The mild rise was partly caused by a hike in food prices, he said.
"Vegetable and fruit prices were up by 25 percent, accounting for 70 percent of February's inflation," said Yao Jingyuan, chief economist of the NBS.
Food prices rose 6.2 percent year on year last month, with non-food prices rising 1 percent.
The food price hike was partly due to the Lunar New Year holiday falling in February this year, a time when Chinese spend a lot of money on food, alcohol, cigarettes and gifts.
Poor weather with rain and snow also contributed to the food price increase in February, said Sheng.
"The CPI will grow at a lower pace when the weather gets warm," he said.
The CPI in the first two months rose 2.1 percent year on year. The combined data of January and February shows a clearer picture of the inflation status as last year's Lunar New Year fell in January.
China's CPI ended nine months of decline in November last year, when it rose 0.6 percent. In December it rose 1.9 percent, as freezing weather helped push up food prices.
The producer price index (PPI), a major measure of inflation at the wholesale level, rose 5.4 percent in February from a year earlier, up from January's 4.3 percent.
"Given last year's low comparison base, the PPI growth in February was mild," said Sheng.
The figure dropped 4.5 percent in February last year due to the global economic slowdown.

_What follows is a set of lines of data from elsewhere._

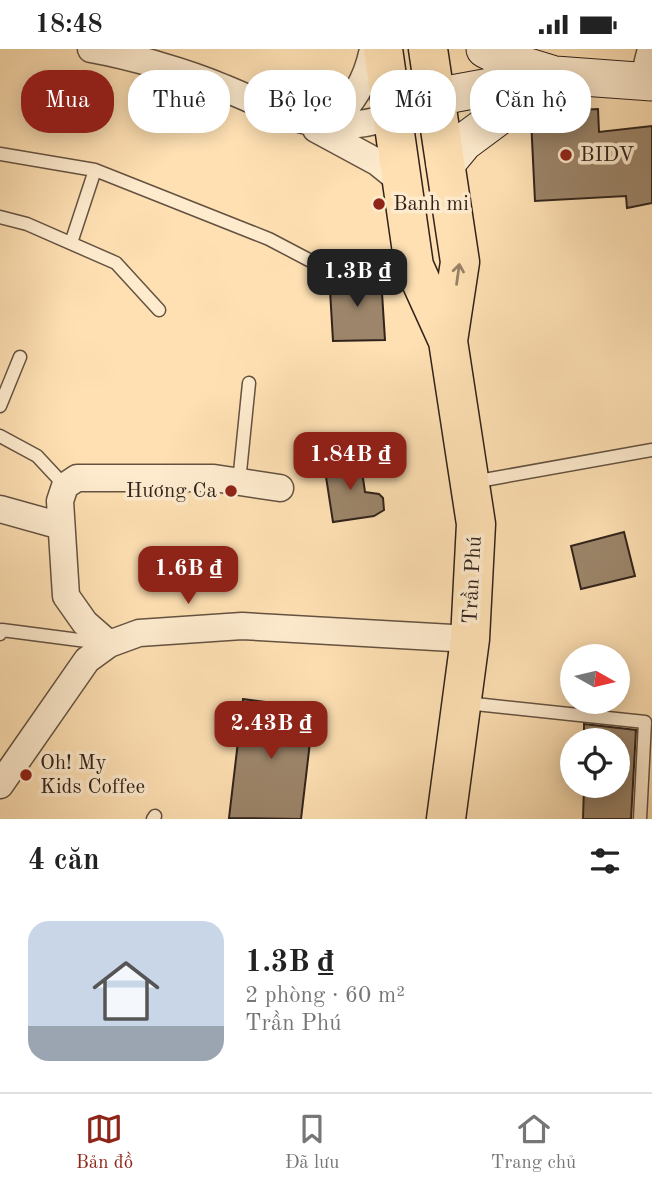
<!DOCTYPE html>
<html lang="vi">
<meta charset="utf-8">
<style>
:root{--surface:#fff;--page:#f6f6f6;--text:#222;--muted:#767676;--line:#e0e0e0;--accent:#8f2418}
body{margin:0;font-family:"Old Standard TT",serif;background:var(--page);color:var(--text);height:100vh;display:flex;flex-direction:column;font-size:26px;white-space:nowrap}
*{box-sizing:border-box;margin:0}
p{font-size:23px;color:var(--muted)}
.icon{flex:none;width:38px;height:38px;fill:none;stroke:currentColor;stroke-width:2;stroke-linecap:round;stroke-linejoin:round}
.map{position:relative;height:770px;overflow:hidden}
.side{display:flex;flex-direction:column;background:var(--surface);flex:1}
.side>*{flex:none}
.guide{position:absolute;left:21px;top:21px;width:611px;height:63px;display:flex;gap:14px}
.needle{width:46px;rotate:98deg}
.buttons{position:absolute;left:560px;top:595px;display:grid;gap:14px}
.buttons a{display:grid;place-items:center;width:70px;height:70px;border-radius:50%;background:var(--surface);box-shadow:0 4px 18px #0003;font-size:35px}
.price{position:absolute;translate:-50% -60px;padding:0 16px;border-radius:14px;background:var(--accent);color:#fff;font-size:23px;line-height:46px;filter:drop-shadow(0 2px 4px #0008)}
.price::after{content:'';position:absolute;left:50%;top:42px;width:21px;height:16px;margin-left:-10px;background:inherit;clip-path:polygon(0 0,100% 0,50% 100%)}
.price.active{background:#222;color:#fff}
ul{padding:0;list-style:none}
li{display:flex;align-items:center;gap:21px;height:175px;padding:0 28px}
li span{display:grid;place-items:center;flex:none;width:196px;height:140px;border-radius:21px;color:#555}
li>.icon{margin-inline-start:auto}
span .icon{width:84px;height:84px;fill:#fffc;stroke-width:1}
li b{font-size:30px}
h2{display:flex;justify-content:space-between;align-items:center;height:84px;padding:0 28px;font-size:30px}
.tag{padding:0 24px;border-radius:28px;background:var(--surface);box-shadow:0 4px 18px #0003;font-size:24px;line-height:63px}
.tag.active{background:var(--accent);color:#fff}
.status{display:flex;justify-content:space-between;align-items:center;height:49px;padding:0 35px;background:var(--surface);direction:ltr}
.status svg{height:19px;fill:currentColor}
.menu{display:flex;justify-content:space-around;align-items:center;height:98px;border-top:2px solid var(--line);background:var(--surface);font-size:19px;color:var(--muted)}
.menu a{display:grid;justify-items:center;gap:4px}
.menu .active{color:var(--accent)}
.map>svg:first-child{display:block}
.building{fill:#9c856a;stroke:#31231b;stroke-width:2}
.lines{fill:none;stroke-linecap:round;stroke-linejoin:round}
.lane-casing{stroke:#645241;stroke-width:15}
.street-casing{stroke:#645241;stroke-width:29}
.secondary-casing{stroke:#31231b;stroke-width:39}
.primary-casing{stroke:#31231b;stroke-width:41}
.lane{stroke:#feebce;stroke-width:12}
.street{stroke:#feebce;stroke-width:26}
.secondary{stroke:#feebce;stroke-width:37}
.primary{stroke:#fee0b3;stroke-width:38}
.oneway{stroke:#988267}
.poi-dot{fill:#8f2418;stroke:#feebce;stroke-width:2.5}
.labels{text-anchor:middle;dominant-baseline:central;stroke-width:7;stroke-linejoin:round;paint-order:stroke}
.poi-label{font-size:21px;fill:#31231b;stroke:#feebce;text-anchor:start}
.street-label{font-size:21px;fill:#31231b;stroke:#feebce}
</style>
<div class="status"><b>18:48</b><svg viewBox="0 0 49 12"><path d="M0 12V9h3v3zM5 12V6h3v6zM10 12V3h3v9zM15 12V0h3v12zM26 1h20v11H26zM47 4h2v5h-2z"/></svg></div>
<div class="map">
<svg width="652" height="770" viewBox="0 0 652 770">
<rect width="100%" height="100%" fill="#fee0b3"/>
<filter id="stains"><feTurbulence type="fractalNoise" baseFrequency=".00286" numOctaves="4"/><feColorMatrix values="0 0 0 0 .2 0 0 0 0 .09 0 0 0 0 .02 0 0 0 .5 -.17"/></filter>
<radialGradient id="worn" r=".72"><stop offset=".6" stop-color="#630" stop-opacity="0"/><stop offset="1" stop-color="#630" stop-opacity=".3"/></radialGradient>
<path class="building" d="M598,60L599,83L652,77V154L627,159L626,147L535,152L531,70L540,63Z
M328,206H380V211L357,212Z
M329,224L356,230L381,228L385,291L333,292Z
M360,409L365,443L379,445L383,449L384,461L374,467L333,473L324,415Z
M624,483L635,527L581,540L571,497Z
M243,650L314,659L301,770L229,769Z
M584,675L636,681L631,770H583L584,737H618V691H584Z"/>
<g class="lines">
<defs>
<path id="lane" d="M0,105L95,121L269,190L309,211L356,221L409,218
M0,168L27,175L116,214L159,261
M71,194L95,121
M0,357L20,308
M0,387L37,407L65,437
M239,433L249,334
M473,433L652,401
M0,585L2,581L102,594
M466,654L645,673L640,770
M153,770L155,767"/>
<path id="street" d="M91,0C130,7 187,23 224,39C288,65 321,91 393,67
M643,32L651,0
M329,77C352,54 367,32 373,0
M316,80L377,113L403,134
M0,460L61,477
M109,595L85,574L66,547L60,452L65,437L77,429H214L280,439
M0,736L87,611L109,595L139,584L242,577L470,590"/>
<path id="secondary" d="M485,0L509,12L551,25
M435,48L555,26L652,33
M445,116L464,93L548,31"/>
<path id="primary" d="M383,0L414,217L448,292L476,475L470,590L446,770
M428,0L460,213L448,292"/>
</defs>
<use href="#lane" class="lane-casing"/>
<use href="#street" class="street-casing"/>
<use href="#secondary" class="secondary-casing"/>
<use href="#primary" class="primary-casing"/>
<use href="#lane" class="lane"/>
<use href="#street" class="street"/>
<use href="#secondary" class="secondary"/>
<use href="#primary" class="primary"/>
</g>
<defs><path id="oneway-shaft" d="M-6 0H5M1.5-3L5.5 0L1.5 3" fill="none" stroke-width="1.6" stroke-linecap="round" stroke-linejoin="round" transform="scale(1.75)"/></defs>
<use class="oneway" href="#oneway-shaft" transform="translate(458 225) rotate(-82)"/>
<g class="poi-dot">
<circle cx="566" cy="106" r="7"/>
<circle cx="379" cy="155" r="7"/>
<circle cx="231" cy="442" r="7"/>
<circle cx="26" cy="726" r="7"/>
</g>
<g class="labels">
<g class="poi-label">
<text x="580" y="106">BIDV</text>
<text x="393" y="155">Banh mi</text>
<text x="217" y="442" text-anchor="end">Hương Ca</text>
<text x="40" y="714">Oh! My<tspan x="40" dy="24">Kids Coffee</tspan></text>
</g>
<g class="street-label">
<text transform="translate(473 531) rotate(-87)">Trần Phú</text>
</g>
</g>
<rect width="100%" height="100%" filter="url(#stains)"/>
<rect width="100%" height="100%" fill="url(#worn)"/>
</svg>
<div class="buttons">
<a><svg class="needle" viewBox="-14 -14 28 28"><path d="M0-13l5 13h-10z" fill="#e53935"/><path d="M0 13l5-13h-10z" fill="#767676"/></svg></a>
<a><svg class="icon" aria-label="locate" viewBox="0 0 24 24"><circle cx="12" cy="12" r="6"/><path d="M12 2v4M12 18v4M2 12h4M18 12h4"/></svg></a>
</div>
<b class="price active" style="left:357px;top:260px">1.3B ₫</b>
<b class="price" style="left:350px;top:443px">1.84B ₫</b>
<b class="price" style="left:188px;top:557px">1.6B ₫</b>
<b class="price" style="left:271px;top:712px">2.43B ₫</b>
<div class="guide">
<a class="tag active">Mua</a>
<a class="tag">Thuê</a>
<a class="tag">Bộ lọc</a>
<a class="tag">Mới</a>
<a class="tag">Căn hộ</a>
</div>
</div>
<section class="side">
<h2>4 căn<svg class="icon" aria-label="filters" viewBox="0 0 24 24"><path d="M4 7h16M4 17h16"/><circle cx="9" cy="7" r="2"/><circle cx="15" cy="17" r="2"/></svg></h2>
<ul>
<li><span style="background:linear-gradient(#c9d6e8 75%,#9aa5b1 0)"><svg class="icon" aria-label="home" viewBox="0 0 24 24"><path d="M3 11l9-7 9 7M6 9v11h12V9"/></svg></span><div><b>1.3B ₫</b><p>2 phòng · 60 m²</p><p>Trần Phú</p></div></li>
</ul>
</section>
<nav class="menu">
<a class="active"><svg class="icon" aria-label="map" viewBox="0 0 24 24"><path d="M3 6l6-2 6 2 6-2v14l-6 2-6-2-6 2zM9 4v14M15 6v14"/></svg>Bản đồ</a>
<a><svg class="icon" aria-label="saved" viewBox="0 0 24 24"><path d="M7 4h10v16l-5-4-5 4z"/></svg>Đã lưu</a>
<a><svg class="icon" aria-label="home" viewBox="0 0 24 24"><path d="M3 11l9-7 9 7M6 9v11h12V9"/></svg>Trang chủ</a>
</nav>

It ended 12 months of decline in December last year, up 1.7 percent.
The CPI had risen for four straight months, which triggered inflation expectations and concerns of overheating in the economy.
Liu Mingkang, chairman of the China Banking Regulatory Commission, Wednesday told Xinua that China's CPI could rise slightly, but the chances of inflation being more than moderate were very small.
"Don't panic and be afraid about inflation as the global recovery will be a long, winding and complicated process," he said.
Liu vowed the commission would keep a close eye on the situation so as to properly manage inflationary expectations.
The government has set a target limit of a 3-percent rise in consumer inflation for 2010, said Premier Wen Jiabao last week in his speech to open the annual parliamentary session.
Thursday's NBS data also showed that fixed asset investment rose 26.6 percent in the first two months of the year.
The government has taken actions to ease inflationary pressures by ordering banks to increase their reserve ratios three times since December to curb their lending.
Those measures seem to be working as Thursday's data from the central bank showed new yuan-denominated lending in February stood at 700.1 billion yuan, down by half from January's 1.39 trillion yuan.
The government aims to restrict this year's credit growth to 7.5 trillion yuan as inflation expectations rose after 2009's new loans hit a record 9.59 trillion yuan, almost double that of the previous year.
Liu also promised the commission would ensure every penny of this year's new lending flowed into the real economy.
In other signs of China's strong recovery from the global downturn, Wednesday's customs data showed that exports surged 45.7 percent year on year in February, extending its rebound into the third month.
Industrial output grew 20.7 percent in the first two months, while retail sales of consumer goods were up 17.9 percent.